Search code examples
parallel-processingcshgnu-parallel

How to parallelize csh while loop parallel with GNU-parallel


I have the following script that creates multiple objects.

I tried just simply running it in my terminal, but it seems to take so long. How can I run this with GNU-parallel?
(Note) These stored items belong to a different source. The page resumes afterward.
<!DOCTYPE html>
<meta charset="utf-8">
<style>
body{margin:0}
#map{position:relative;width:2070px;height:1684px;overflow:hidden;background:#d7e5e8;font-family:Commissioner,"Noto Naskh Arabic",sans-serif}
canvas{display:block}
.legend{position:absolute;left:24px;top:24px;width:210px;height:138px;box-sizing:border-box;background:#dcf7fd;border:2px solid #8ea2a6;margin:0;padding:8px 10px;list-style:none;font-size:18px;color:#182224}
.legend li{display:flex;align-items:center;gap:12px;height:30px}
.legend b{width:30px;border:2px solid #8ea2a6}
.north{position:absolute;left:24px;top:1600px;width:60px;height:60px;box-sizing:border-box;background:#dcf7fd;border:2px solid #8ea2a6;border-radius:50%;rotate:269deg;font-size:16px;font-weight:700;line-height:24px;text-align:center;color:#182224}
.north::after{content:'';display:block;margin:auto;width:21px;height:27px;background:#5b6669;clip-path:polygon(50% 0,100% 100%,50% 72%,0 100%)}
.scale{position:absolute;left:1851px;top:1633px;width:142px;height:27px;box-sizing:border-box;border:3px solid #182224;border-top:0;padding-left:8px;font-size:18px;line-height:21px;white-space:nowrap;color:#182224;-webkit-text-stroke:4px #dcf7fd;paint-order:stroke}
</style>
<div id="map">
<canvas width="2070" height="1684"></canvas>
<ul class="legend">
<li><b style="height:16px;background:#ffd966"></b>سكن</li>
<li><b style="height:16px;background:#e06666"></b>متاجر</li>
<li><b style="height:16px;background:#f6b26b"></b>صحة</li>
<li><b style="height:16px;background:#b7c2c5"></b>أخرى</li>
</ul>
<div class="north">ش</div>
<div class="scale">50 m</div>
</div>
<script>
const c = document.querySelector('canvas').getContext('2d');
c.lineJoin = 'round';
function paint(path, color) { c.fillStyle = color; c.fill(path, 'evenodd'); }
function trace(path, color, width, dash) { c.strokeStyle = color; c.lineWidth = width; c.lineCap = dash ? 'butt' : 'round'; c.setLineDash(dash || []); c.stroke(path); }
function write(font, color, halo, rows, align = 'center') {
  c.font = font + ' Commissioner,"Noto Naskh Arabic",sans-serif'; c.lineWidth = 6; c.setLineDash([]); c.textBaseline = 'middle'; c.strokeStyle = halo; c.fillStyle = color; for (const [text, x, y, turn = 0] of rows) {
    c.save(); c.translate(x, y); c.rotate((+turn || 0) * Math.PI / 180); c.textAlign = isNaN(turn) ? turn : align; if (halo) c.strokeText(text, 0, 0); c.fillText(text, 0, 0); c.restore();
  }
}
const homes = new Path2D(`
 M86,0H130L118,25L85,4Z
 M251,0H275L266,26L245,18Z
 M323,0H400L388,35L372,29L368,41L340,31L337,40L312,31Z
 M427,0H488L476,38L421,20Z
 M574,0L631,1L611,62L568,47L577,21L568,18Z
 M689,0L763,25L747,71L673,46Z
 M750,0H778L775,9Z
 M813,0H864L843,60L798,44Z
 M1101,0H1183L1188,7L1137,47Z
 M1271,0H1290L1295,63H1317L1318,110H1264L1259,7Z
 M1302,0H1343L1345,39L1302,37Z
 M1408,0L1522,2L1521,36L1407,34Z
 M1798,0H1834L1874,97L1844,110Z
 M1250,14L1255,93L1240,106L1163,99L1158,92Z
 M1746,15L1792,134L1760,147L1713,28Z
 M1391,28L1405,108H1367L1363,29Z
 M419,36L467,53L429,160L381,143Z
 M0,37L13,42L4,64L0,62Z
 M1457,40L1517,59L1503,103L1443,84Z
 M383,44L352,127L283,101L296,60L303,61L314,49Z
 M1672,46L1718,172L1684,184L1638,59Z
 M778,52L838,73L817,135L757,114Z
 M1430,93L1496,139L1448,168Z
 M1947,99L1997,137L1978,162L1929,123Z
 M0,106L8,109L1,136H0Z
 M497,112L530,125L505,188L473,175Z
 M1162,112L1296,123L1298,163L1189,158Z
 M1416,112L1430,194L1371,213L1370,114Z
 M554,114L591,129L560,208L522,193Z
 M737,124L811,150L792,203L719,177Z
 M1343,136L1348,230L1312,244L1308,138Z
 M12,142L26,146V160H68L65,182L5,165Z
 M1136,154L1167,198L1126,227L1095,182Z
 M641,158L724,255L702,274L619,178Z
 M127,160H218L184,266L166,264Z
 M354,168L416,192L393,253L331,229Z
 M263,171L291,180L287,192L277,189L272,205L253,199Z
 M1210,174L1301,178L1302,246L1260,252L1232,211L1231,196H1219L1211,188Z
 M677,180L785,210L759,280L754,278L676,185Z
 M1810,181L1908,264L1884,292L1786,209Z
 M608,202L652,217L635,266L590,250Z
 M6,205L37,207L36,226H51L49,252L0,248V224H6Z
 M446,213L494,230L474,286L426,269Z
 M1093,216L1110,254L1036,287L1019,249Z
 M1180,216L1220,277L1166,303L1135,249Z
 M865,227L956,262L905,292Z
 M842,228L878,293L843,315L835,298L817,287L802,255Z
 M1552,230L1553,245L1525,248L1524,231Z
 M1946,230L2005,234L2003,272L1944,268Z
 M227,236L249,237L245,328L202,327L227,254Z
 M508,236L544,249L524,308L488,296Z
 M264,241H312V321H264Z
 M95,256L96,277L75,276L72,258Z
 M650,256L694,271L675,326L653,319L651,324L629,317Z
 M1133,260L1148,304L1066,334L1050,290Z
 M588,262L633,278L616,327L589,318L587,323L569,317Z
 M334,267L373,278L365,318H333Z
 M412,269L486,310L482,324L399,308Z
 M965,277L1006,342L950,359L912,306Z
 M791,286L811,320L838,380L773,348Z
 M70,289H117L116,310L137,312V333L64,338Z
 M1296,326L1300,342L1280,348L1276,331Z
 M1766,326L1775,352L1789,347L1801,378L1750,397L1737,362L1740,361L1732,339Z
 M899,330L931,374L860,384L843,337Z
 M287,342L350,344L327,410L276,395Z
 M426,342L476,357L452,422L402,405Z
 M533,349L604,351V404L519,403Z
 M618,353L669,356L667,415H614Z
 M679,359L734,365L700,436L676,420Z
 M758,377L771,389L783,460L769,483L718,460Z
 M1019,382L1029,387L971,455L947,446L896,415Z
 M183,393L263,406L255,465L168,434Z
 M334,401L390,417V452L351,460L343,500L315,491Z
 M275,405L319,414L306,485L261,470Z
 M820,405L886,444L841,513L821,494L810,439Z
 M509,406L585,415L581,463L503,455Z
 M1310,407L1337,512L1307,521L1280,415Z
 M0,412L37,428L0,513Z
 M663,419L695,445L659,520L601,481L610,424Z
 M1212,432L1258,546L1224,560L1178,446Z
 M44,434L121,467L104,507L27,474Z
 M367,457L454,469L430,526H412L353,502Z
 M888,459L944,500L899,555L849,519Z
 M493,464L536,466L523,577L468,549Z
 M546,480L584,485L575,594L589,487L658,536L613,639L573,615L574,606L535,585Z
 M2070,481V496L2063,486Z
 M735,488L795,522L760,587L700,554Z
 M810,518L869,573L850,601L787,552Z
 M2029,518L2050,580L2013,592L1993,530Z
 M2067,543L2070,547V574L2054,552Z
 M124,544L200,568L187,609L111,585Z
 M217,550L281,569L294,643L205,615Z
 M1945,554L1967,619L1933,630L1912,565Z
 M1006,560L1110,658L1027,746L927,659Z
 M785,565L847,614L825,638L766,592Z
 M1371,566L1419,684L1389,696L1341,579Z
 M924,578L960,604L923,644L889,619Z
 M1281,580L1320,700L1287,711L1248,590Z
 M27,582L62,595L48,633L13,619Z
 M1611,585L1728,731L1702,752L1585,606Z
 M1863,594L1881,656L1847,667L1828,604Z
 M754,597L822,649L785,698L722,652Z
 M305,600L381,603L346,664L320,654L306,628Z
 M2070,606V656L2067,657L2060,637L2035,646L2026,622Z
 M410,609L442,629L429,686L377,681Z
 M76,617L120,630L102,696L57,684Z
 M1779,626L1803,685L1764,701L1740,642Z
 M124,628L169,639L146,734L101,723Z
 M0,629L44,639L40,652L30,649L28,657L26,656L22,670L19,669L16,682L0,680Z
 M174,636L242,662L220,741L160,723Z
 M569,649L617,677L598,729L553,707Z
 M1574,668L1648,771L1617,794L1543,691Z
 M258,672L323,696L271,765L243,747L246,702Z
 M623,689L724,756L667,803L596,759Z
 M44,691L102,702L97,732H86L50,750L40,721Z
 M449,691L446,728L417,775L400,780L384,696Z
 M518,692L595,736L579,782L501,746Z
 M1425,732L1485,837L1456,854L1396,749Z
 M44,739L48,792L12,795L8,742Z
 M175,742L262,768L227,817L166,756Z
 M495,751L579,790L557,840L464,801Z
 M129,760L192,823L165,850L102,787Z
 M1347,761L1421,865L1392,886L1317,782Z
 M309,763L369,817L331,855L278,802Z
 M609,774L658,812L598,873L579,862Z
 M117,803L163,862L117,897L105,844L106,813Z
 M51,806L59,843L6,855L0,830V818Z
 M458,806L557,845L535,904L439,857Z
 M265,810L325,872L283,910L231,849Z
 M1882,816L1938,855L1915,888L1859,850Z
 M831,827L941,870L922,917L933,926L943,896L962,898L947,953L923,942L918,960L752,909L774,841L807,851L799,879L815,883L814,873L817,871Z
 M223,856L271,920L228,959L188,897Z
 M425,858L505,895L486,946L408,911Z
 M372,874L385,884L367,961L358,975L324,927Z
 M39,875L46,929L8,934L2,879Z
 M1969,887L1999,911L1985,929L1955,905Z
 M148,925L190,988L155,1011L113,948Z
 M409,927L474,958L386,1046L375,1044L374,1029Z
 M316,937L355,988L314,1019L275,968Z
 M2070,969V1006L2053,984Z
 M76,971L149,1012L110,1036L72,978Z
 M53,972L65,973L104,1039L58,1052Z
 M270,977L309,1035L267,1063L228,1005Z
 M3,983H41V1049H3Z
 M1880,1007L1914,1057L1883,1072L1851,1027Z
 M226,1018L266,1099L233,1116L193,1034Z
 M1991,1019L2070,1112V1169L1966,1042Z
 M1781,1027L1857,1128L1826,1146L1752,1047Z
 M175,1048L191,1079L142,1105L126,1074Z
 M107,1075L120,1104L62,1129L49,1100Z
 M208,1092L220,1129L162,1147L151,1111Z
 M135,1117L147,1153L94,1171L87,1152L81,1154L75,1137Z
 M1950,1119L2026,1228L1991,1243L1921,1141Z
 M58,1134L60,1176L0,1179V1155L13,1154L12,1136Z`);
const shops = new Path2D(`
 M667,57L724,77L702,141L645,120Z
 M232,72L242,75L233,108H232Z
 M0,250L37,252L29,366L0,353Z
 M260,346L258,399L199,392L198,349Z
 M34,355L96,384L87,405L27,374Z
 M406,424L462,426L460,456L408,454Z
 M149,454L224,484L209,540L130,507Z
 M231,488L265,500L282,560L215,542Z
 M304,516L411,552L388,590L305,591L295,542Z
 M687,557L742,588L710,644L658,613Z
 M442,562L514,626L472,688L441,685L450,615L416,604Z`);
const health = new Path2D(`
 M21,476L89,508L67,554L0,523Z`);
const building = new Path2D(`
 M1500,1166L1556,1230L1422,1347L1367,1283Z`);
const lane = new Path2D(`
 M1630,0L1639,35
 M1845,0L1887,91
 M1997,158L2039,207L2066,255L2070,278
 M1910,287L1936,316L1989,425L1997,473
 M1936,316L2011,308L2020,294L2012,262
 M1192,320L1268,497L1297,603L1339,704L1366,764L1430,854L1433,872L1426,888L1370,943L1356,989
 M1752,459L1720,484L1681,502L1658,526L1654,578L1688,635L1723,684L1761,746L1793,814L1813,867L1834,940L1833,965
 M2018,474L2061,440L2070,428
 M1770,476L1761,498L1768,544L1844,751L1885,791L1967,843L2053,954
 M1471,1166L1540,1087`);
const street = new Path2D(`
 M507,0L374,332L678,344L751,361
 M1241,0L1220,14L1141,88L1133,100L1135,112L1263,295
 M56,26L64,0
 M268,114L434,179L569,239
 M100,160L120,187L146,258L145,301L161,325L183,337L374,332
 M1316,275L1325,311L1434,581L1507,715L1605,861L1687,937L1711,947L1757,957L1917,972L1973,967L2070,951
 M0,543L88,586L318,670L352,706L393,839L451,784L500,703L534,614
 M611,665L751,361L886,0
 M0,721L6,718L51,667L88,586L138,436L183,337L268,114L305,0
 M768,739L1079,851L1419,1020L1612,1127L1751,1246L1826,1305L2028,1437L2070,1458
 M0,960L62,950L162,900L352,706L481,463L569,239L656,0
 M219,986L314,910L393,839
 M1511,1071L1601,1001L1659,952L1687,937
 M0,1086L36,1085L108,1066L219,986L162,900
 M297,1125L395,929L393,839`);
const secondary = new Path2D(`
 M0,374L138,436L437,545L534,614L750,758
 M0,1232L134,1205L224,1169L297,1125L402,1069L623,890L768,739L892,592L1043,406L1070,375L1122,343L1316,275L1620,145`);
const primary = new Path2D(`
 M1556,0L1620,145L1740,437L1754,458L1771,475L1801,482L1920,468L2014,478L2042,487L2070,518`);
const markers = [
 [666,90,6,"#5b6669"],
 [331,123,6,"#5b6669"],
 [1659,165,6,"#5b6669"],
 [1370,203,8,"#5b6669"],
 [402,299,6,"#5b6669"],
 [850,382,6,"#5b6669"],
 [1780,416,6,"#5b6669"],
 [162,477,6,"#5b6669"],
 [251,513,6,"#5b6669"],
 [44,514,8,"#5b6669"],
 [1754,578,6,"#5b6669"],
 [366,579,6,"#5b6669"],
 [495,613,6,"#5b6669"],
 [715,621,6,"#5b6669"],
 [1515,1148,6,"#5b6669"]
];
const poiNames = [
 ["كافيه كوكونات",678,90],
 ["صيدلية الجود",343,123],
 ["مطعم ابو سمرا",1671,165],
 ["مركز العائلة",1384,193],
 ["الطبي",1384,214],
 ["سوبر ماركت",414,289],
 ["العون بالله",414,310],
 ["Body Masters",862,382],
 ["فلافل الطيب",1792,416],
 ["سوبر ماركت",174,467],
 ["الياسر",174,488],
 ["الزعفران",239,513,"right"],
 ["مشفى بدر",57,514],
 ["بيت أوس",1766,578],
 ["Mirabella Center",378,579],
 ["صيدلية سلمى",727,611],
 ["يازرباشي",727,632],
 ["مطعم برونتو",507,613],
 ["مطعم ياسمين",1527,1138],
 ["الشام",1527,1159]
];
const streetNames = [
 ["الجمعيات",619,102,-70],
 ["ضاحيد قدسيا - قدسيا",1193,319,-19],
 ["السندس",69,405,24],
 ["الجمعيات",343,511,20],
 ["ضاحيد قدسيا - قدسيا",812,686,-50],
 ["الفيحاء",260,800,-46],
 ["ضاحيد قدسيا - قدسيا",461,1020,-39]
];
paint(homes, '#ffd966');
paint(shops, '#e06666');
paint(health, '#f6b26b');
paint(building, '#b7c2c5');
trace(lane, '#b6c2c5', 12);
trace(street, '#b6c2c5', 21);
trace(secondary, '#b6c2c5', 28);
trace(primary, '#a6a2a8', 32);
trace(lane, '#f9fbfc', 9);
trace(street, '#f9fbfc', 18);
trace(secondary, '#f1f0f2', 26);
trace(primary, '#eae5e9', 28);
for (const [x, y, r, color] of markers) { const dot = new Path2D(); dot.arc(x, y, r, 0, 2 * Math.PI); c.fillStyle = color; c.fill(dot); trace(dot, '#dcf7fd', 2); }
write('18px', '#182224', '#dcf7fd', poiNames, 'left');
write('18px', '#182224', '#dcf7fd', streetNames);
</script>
The script below creates an object. It goes through niy = 1 through niy = 800, and for every increment in niy, it loops through njx = 1 to 675.

#!/bin/csh


set njx = 675 ### Number of grids in X
set niy = 800  ### Number of grids in Y
set ll_x = -337500 
set ll_y = -400000 ### (63 / 2) * 1000 ### This is the coordinate at lower right corner
set del_x = 1000
set del_y = 1000

rm -f out.shp
rm -f out.shx
rm -f out.dbf
rm -f out.prj


shpcreate out polygon    
dbfcreate out -n ID1 10 0 



@ n = 0 ### initilzation of counter (n) to count gridd cells in loop
@ iy = 1  ### initialization of conunter (iy) to count grid cells along north-south direction

echo ### emptly line on screen

while ($iy <= $niy)  ### start the loop for norht-south direction
   echo ' south-north'   $iy '/' $niy ### print a notication on screen

   @ jx = 1 
   while ($jx <= $njx)### start the loop for east-west direction 
      @ n++ 


      set x = `echo $ll_x $jx $del_x | awk '{print $1 + ($2 - 1) * $3}'`
      set y = `echo $ll_y $iy $del_y | awk '{print $1 + ($2 - 1) * $3}'`
      set txt = `echo $x $y $del_x $del_y | awk '{print $1, $2, $1, $2 + $4, $1 + $3, $2 + $4, $1 + $3, $2, $1, $2}'`

      shpadd out `echo $txt`
      dbfadd out $n

      @ jx++
   end ### close the second loop

   @ iy++
end ### close the first loop

echo 



### lines below create a projection file for the created shapefile using

cat > out.prj  << eof
PROJCS["Asia_Lambert_Conformal_Conic",GEOGCS["GCS_WGS_1984",DATUM["D_WGS_1984",SPHEROID["WGS_1984",6378137.0,298.257223563]],PRIMEM["Greenwich",0.0],UNIT["Degree",0.0174532925199433]],PROJECTION["Lambert_Conformal_Conic"],PARAMETER["False_Easting",0.0],PARAMETER["False_Northing",0.0],PARAMETER["Central_Meridian",120.98],PARAMETER["Standard_Parallel_1",5.0],PARAMETER["Standard_Parallel_2",20.0],PARAMETER["Latitude_Of_Origin",14.59998],UNIT["Meter",1.0]]
eof

###
###
###



Solution

  • The inner part gets executed 540,000 times and on each iteration you invoke 3 awk processes to do 3 simple bits of maths... that's 1.6 million awks.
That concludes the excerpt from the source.